As I said 10 columns ago, everything centers around jobs. It will be much harder to attract youth into the New People’s Army if they have jobs. But we need a hell of a lot more efficient, and simpler, government if we are to create those jobs, and a much more flexible job market! It’s well-known what has to be done, just do it. Loosen up the labor laws, and make starting and running a business extremely simple, match education to job need, build infrastructure, and watch the job market blossom.
Just an aside for Atlas Carandang who reacted to my last column and said the link of foreign direct investments to wages was too simplistic. For him, and all of you, I am limited to around 950 words per column. I can’t do a full dissertation with that. I am well aware, Atlas, of all the other factors involved, have argued incessantly on them, and have written on them for my clients, government, and others. In columns over time, too. I admit to many faults, but lack of intellectual discernment is not one of them.

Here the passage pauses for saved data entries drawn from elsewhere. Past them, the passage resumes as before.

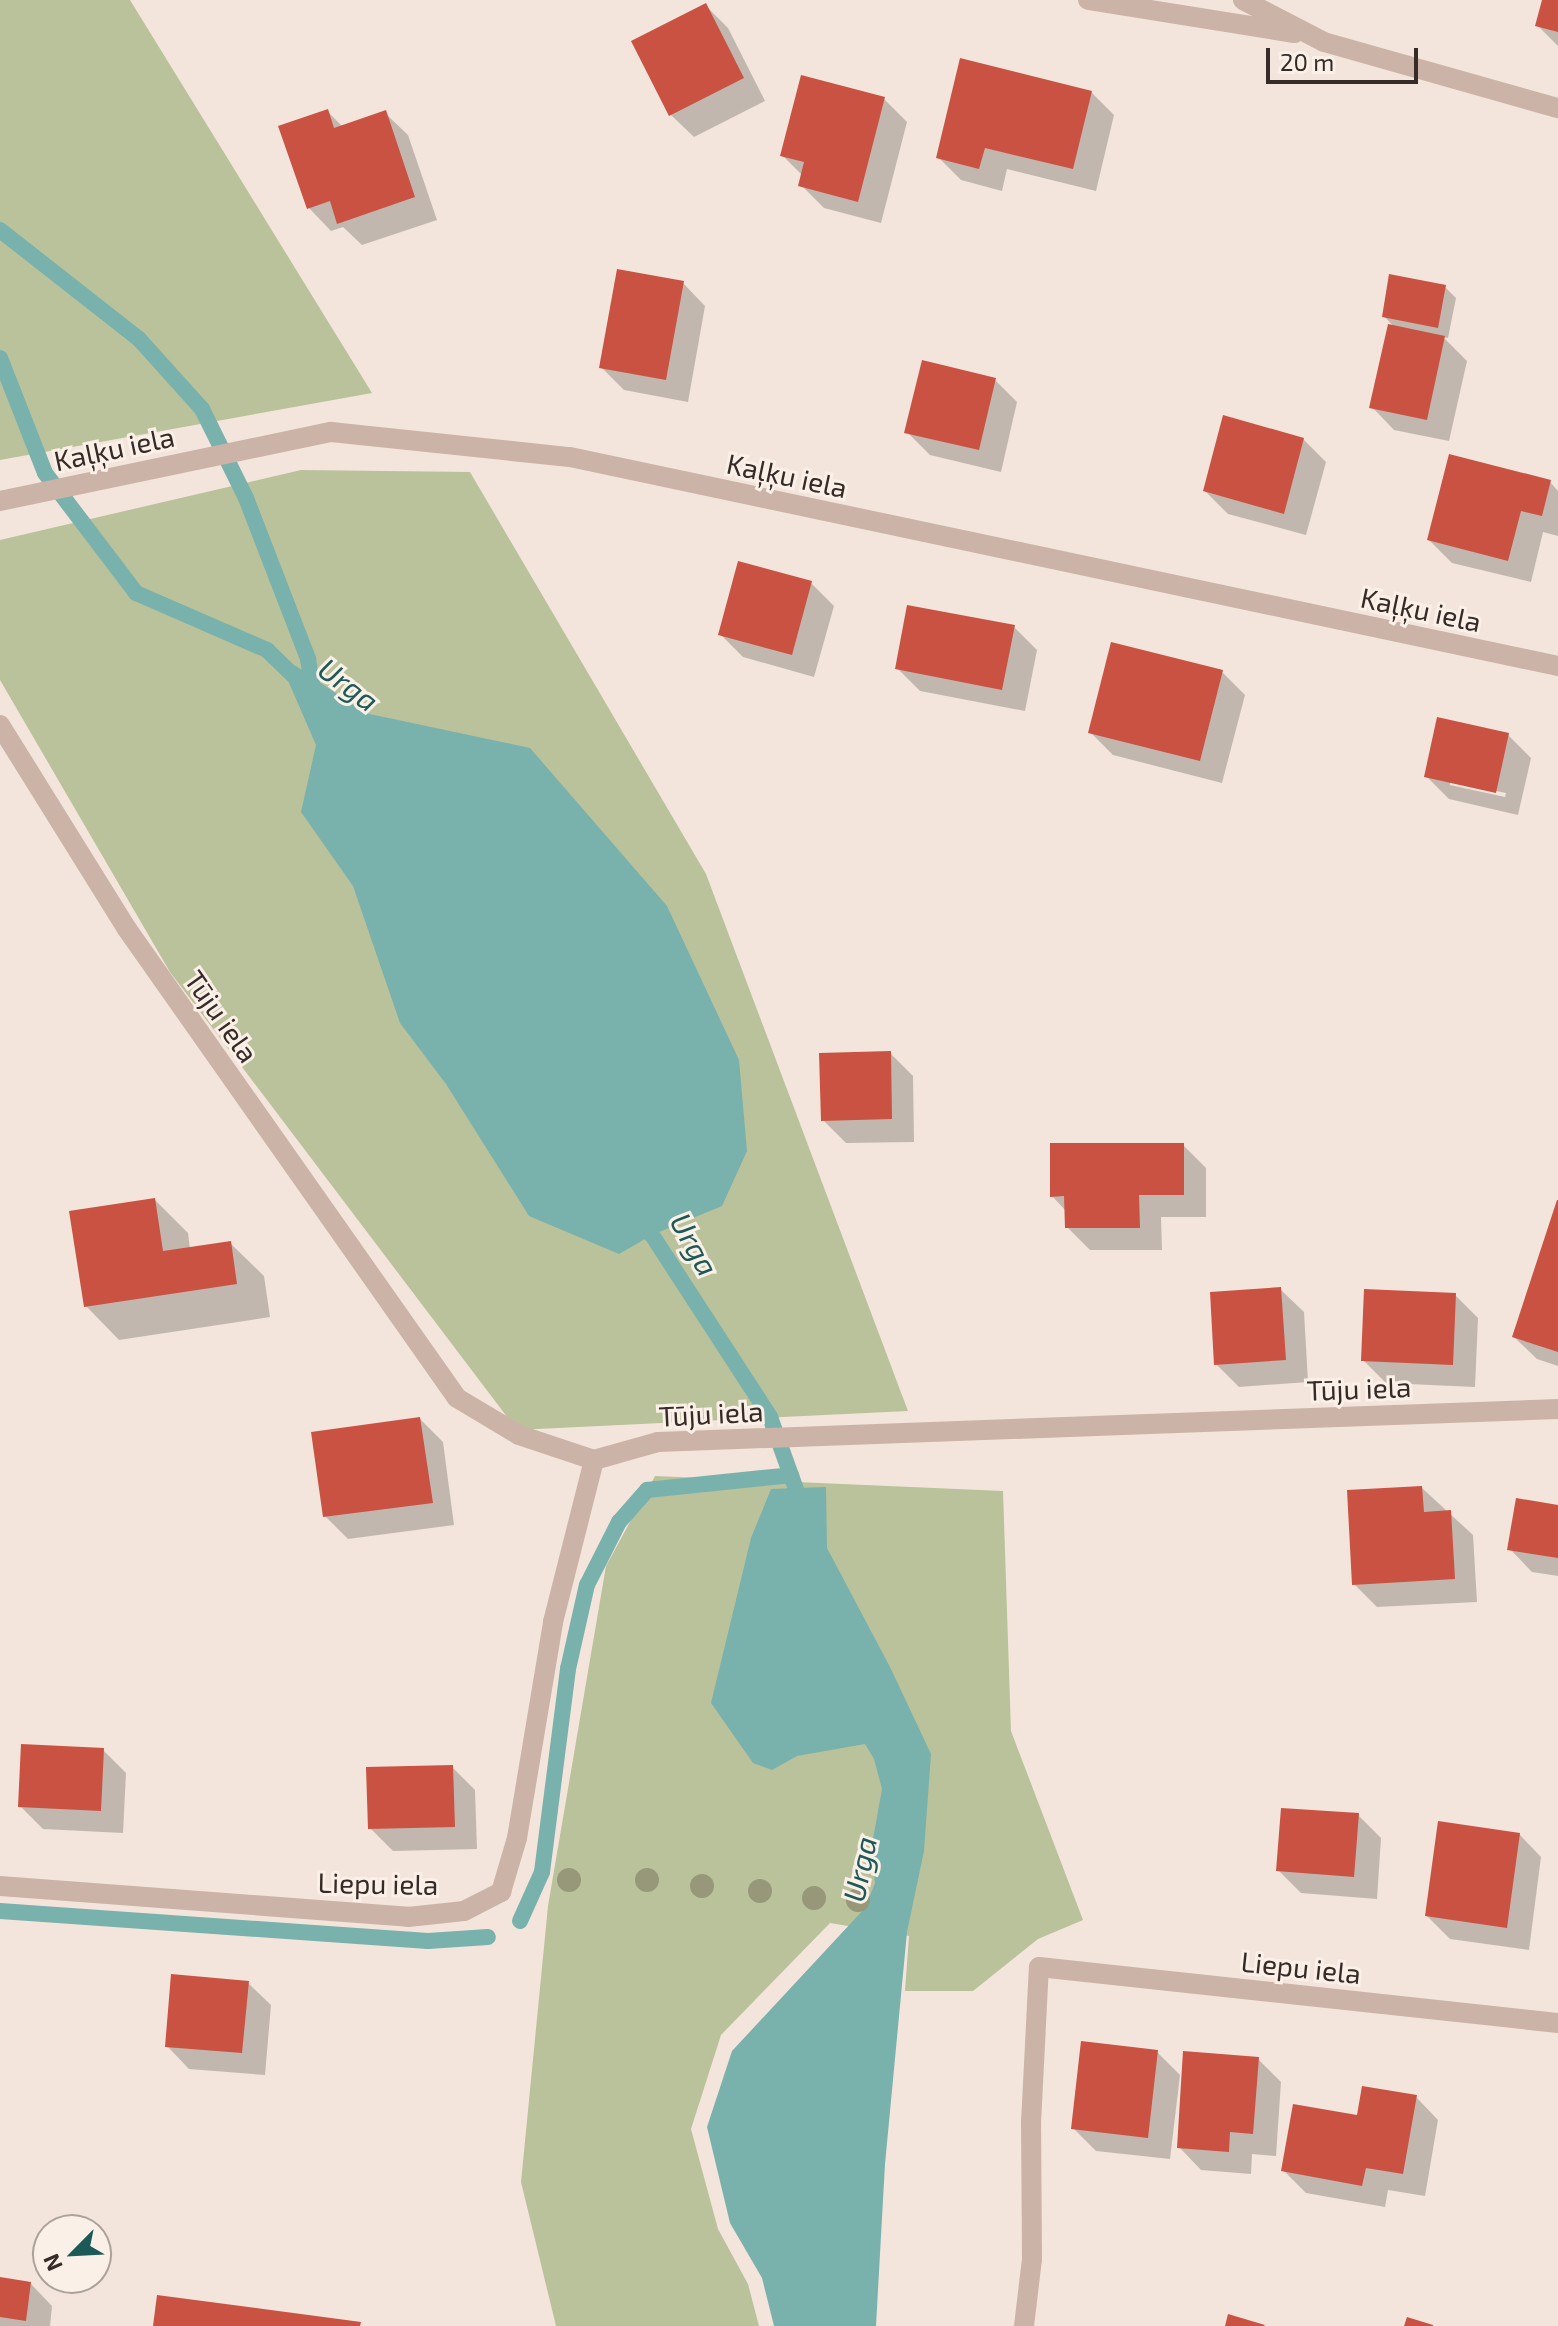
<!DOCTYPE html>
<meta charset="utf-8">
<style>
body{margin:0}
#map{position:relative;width:1558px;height:2326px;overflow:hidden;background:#f3e5db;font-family:"Exo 2",sans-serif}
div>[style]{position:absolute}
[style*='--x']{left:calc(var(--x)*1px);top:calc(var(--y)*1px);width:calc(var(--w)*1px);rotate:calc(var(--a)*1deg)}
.green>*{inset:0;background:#bac29b}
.water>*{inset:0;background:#79b1ac}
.shadow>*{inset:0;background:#0003}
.stream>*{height:16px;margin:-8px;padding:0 8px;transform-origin:8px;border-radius:8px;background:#79b1ac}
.building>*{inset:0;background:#ca5242}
.minor>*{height:20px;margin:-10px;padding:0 10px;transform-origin:10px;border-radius:10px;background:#cbb3a7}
.trees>*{width:24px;height:24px;margin:-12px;border-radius:50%;background:#97977a}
span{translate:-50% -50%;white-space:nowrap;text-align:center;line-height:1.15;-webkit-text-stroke:6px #faf0e8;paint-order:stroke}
.street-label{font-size:28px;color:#372b28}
.water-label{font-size:30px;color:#1c5a57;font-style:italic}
.north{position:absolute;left:32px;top:2214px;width:80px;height:80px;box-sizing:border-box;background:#faf0e8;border:2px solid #aca19b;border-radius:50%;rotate:246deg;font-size:22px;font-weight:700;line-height:32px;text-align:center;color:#372b28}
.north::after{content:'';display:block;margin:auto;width:28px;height:36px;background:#1c5a57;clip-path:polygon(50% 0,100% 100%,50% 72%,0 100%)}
.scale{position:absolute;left:1266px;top:48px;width:152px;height:36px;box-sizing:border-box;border:4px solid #372b28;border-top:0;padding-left:10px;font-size:24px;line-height:28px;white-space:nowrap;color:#372b28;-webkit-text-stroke:6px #faf0e8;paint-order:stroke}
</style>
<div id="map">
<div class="green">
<div style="clip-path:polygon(0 0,130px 0,372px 393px,0 460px)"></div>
<div style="clip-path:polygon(301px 470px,470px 472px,706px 874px,908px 1411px,517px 1430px,170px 972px,0 680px,0 540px)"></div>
<div style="clip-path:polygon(655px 1476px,1003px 1491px,1011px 1731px,1083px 1920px,1038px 1939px,973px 1991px,905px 1991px,909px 1936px,830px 1923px,721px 2035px,691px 2129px,718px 2229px,748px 2284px,759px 2326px,556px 2326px,521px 2182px,548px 1906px,606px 1566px)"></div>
</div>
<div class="water">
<div style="clip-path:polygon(296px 666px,365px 713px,530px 748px,667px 906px,739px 1060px,747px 1151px,722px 1206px,652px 1235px,619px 1254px,529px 1216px,446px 1084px,400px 1023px,353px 886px,301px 812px,316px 745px,283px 669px)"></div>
<div style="clip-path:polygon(826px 1487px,827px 1548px,890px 1667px,931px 1754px,924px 1851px,907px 1932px,885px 2164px,876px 2326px,774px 2326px,762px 2278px,730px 2223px,707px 2127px,732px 2051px,865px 1908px,875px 1883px,871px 1850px,882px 1789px,874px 1759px,865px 1744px,797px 1756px,772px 1770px,753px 1763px,711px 1703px,751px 1538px,771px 1489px)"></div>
</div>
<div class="shadow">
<div style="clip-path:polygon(1544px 0,1558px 0,1558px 46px,1538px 26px)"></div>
<div style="clip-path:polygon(705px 5px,728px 28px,765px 101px,694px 137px,671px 115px)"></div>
<div style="clip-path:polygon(1091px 92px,1114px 115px,1096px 191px,1007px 169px,1002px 191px,961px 180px,938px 157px)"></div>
<div style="clip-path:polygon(884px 99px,907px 122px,881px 223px,824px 208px,801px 185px,803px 176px,782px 155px)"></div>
<div style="clip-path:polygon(327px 111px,343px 127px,385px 113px,408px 135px,437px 220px,362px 245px,343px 227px,331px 231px,309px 208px)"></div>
<div style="clip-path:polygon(683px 283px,705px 306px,688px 402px,624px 390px,601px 367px)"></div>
<div style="clip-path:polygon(1445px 287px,1456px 298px,1448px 338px,1443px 337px,1467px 361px,1449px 441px,1394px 430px,1372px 407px,1395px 328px,1384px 316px)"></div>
<div style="clip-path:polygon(995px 380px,1017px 402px,1001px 472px,930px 455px,907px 432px)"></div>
<div style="clip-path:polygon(1303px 439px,1326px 462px,1306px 535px,1228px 514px,1205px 491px)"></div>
<div style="clip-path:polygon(1550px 482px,1558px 491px,1558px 536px,1543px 532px,1531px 582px,1452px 563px,1429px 540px)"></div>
<div style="clip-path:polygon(811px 583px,834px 606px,814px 677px,743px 657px,720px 634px)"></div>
<div style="clip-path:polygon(1014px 627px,1037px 650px,1025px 711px,920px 691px,897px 668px)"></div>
<div style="clip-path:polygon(1222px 672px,1245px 695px,1222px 783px,1113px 755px,1090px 732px)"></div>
<div style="clip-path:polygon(evenodd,1508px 735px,1531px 758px,1518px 815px,1449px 799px,1426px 776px,1508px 735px,1450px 781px,1506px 793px,1505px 797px,1450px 785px,1450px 781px)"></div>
<div style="clip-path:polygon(890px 1053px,913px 1076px,914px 1142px,846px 1143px,823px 1120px)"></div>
<div style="clip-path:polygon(1183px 1145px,1206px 1168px,1206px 1217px,1161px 1217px,1162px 1250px,1090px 1250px,1067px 1227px,1066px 1211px,1052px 1196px)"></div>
<div style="clip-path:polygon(155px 1200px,188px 1233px,190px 1249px,230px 1243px,264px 1276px,270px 1317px,119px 1340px,86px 1306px)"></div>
<div style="clip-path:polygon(1558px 1205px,1558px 1366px,1537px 1359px,1514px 1337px)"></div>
<div style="clip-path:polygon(1281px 1290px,1304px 1312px,1308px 1382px,1239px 1387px,1216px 1364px)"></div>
<div style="clip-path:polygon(1455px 1295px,1478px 1318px,1475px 1387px,1386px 1383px,1364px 1361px)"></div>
<div style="clip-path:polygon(420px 1419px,443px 1442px,454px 1525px,348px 1539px,325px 1516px)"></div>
<div style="clip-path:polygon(1422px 1488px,1473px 1535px,1477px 1602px,1377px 1607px,1354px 1584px)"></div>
<div style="clip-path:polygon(1558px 1507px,1558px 1576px,1532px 1572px,1510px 1549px)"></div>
<div style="clip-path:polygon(103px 1750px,126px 1773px,123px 1833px,43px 1829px,20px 1806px)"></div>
<div style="clip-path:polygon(452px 1767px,475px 1790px,477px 1849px,393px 1851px,370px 1828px)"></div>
<div style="clip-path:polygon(1358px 1815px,1381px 1838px,1377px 1899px,1301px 1893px,1278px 1870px)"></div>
<div style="clip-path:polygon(1519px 1834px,1541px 1857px,1529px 1950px,1450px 1939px,1427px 1916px)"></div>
<div style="clip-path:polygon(248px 1983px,271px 2005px,265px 2075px,189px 2069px,167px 2046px)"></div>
<div style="clip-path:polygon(1157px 2052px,1180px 2075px,1170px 2159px,1096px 2151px,1073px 2128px)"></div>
<div style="clip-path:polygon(1258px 2059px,1281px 2082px,1276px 2156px,1252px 2154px,1251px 2174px,1201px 2170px,1179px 2147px)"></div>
<div style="clip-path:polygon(1416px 2097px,1438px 2120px,1425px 2196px,1388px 2190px,1385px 2207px,1306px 2193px,1283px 2170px,1359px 2118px)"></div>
<div style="clip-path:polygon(0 2279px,30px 2283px,52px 2306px,50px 2326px,0 2326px)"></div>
</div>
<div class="stream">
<div style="--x:0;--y:230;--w:177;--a:38.1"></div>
<div style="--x:139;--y:339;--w:94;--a:48"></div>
<div style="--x:202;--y:409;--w:99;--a:63.7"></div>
<div style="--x:246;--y:498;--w:173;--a:68.9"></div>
<div style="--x:308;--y:659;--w:33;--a:81"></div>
<div style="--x:0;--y:358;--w:123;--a:68.6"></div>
<div style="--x:45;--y:473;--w:151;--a:52.8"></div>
<div style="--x:136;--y:593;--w:143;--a:23.5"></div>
<div style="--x:267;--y:650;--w:45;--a:44.1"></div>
<div style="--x:647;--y:1214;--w:22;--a:77"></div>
<div style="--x:652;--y:1235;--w:217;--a:57"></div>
<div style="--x:770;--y:1417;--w:95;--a:70.2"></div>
<div style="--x:0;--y:1911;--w:429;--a:4"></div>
<div style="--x:428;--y:1941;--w:60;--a:-3.8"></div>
<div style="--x:520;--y:1921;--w:54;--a:-65.8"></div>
<div style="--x:542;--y:1872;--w:205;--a:-82.7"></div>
<div style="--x:568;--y:1669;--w:86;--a:-77.3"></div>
<div style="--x:587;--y:1585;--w:71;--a:-63.1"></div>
<div style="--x:619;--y:1522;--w:43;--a:-48.8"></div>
<div style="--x:647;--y:1490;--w:145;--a:-5.9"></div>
</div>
<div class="building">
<div style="clip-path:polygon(1542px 0,1558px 0,1558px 32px,1535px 26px)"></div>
<div style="clip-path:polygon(706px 3px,744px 78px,669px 116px,631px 41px)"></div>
<div style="clip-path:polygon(960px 58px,1092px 91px,1073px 169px,985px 148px,979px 169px,936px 158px)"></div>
<div style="clip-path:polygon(801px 75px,885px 97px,858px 202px,798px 186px,804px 162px,780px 156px)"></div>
<div style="clip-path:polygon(328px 109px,334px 128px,386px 110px,415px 197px,337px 224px,330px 201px,307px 209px,278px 126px)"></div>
<div style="clip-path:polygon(617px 269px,684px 281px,666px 380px,599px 368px)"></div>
<div style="clip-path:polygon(1389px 274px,1446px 285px,1438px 328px,1382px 317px)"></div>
<div style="clip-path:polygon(1388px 324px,1445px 336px,1427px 420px,1369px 408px)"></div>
<div style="clip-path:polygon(922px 360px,996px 378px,979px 450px,904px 433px)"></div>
<div style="clip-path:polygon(1223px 415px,1304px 438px,1284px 514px,1203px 491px)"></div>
<div style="clip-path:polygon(1449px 454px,1551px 480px,1542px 516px,1521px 511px,1508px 561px,1427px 540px)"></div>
<div style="clip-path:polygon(738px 561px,812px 581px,792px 655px,718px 635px)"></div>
<div style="clip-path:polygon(907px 605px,1015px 625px,1002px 690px,895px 669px)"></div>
<div style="clip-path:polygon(1111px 642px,1223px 670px,1200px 761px,1088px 733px)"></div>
<div style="clip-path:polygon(1437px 717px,1509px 733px,1496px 793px,1424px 777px)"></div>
<div style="clip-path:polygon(891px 1051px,892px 1119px,821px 1121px,819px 1053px)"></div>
<div style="clip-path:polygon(1050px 1143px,1184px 1143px,1184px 1195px,1139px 1195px,1140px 1228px,1065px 1228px,1064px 1196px,1050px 1197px)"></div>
<div style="clip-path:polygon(155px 1198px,163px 1251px,231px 1241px,237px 1284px,84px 1307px,69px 1211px)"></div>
<div style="clip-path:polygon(1557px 1200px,1558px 1200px,1558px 1352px,1512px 1337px)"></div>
<div style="clip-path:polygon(1281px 1287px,1286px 1360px,1214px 1365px,1210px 1292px)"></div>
<div style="clip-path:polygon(1364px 1289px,1456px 1293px,1453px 1365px,1361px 1361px)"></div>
<div style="clip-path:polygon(420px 1417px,433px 1503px,323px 1517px,311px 1432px)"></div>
<div style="clip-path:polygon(1422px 1486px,1424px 1512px,1451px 1510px,1455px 1579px,1352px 1585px,1347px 1490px)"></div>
<div style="clip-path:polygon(1516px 1498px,1558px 1505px,1558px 1558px,1507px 1550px)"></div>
<div style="clip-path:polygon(21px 1744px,104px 1748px,101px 1811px,18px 1807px)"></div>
<div style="clip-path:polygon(453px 1765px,455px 1827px,368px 1829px,366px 1767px)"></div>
<div style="clip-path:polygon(1281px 1808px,1359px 1813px,1354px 1877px,1276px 1871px)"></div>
<div style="clip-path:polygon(1438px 1821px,1520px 1833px,1507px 1928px,1425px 1916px)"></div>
<div style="clip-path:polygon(171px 1974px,249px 1981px,242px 2053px,165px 2047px)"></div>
<div style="clip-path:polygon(1081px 2041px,1158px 2050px,1148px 2138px,1071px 2129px)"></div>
<div style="clip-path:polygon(1183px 2051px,1259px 2057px,1253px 2134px,1230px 2132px,1229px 2152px,1177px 2148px)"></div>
<div style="clip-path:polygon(1362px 2086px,1417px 2095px,1403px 2174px,1366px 2168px,1362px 2186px,1281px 2171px,1293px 2104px,1357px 2115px)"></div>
<div style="clip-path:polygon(0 2277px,31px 2282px,26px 2321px,0 2317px)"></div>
<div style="clip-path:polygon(157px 2295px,361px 2322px,360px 2326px,153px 2326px)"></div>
<div style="clip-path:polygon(1228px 2314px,1265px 2325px,1264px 2326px,1225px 2326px)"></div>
<div style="clip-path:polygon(1407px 2317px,1433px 2325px,1433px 2326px,1404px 2326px)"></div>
</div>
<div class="minor">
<div style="--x:1088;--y:0;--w:209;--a:9.1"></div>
<div style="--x:1243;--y:0;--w:91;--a:27.4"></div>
<div style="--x:1324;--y:42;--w:243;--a:15.8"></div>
<div style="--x:0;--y:501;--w:338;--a:-11.8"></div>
<div style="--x:331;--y:432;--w:240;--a:6"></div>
<div style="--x:570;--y:457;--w:1010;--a:11.94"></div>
<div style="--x:0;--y:725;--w:240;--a:58.1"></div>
<div style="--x:127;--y:929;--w:573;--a:54.87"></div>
<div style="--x:457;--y:1398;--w:72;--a:30.8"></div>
<div style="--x:519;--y:1435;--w:79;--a:18.4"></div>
<div style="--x:594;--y:1460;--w:66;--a:-15.7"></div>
<div style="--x:658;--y:1442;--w:901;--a:-2.1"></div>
<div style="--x:0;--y:1886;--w:409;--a:4.3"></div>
<div style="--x:408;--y:1917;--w:56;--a:-6.1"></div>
<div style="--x:464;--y:1911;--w:42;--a:-27.2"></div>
<div style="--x:501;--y:1892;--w:56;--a:-73.5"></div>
<div style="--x:517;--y:1838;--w:219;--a:-80.5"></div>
<div style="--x:553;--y:1622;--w:167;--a:-75.8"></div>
<div style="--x:1024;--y:2326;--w:67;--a:-83.2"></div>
<div style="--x:1032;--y:2259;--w:136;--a:-90.4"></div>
<div style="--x:1031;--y:2123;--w:156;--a:-87.1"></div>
<div style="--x:1039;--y:1967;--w:522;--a:6.16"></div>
</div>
<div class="trees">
<div style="left:569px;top:1880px"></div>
<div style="left:647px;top:1880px"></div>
<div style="left:702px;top:1886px"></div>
<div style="left:760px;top:1891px"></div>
<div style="left:814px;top:1898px"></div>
<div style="left:858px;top:1900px"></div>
</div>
<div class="street-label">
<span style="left:114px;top:448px;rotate:-12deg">Kaļķu iela</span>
<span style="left:787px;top:475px;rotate:12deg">Kaļķu iela</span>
<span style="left:1421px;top:609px;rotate:12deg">Kaļķu iela</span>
<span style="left:222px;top:1016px;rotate:55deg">Tūju iela</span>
<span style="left:1359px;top:1388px;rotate:-2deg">Tūju iela</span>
<span style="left:711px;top:1413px;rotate:-3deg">Tūju iela</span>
<span style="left:378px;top:1883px;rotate:1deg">Liepu iela</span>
<span style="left:1301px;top:1967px;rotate:6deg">Liepu iela</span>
</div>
<div class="water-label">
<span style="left:349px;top:684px;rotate:37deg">Urga</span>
<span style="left:695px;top:1244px;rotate:61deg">Urga</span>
<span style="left:859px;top:1869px;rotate:-78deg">Urga</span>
</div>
<div class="north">N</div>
<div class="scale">20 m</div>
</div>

I’m going to devote a little column space every now and then to praising, or criticizing, corporate actions I experience. We happily talk of policies and plans and grand visions, but too rarely get down to where it matters: our daily lives. Let’s expose some examples to hopefully achieve a better day-to-day environment.
So here’s one. Puregold was selling Fundador for P498 per bottle. Beside it was the same bottle but with a “free” item for P524. My limited memory of math says that doesn’t compute as 524 minus 497 doesn’t equal “free.” So I pointed it out to Nina, the store manager. Next morning, Amy from their main office called to say it was an oversight that had been corrected, and wouldn’t happen again.
That’s how companies—and countries, I might add—should be run. Accept there’s a problem, and act on it.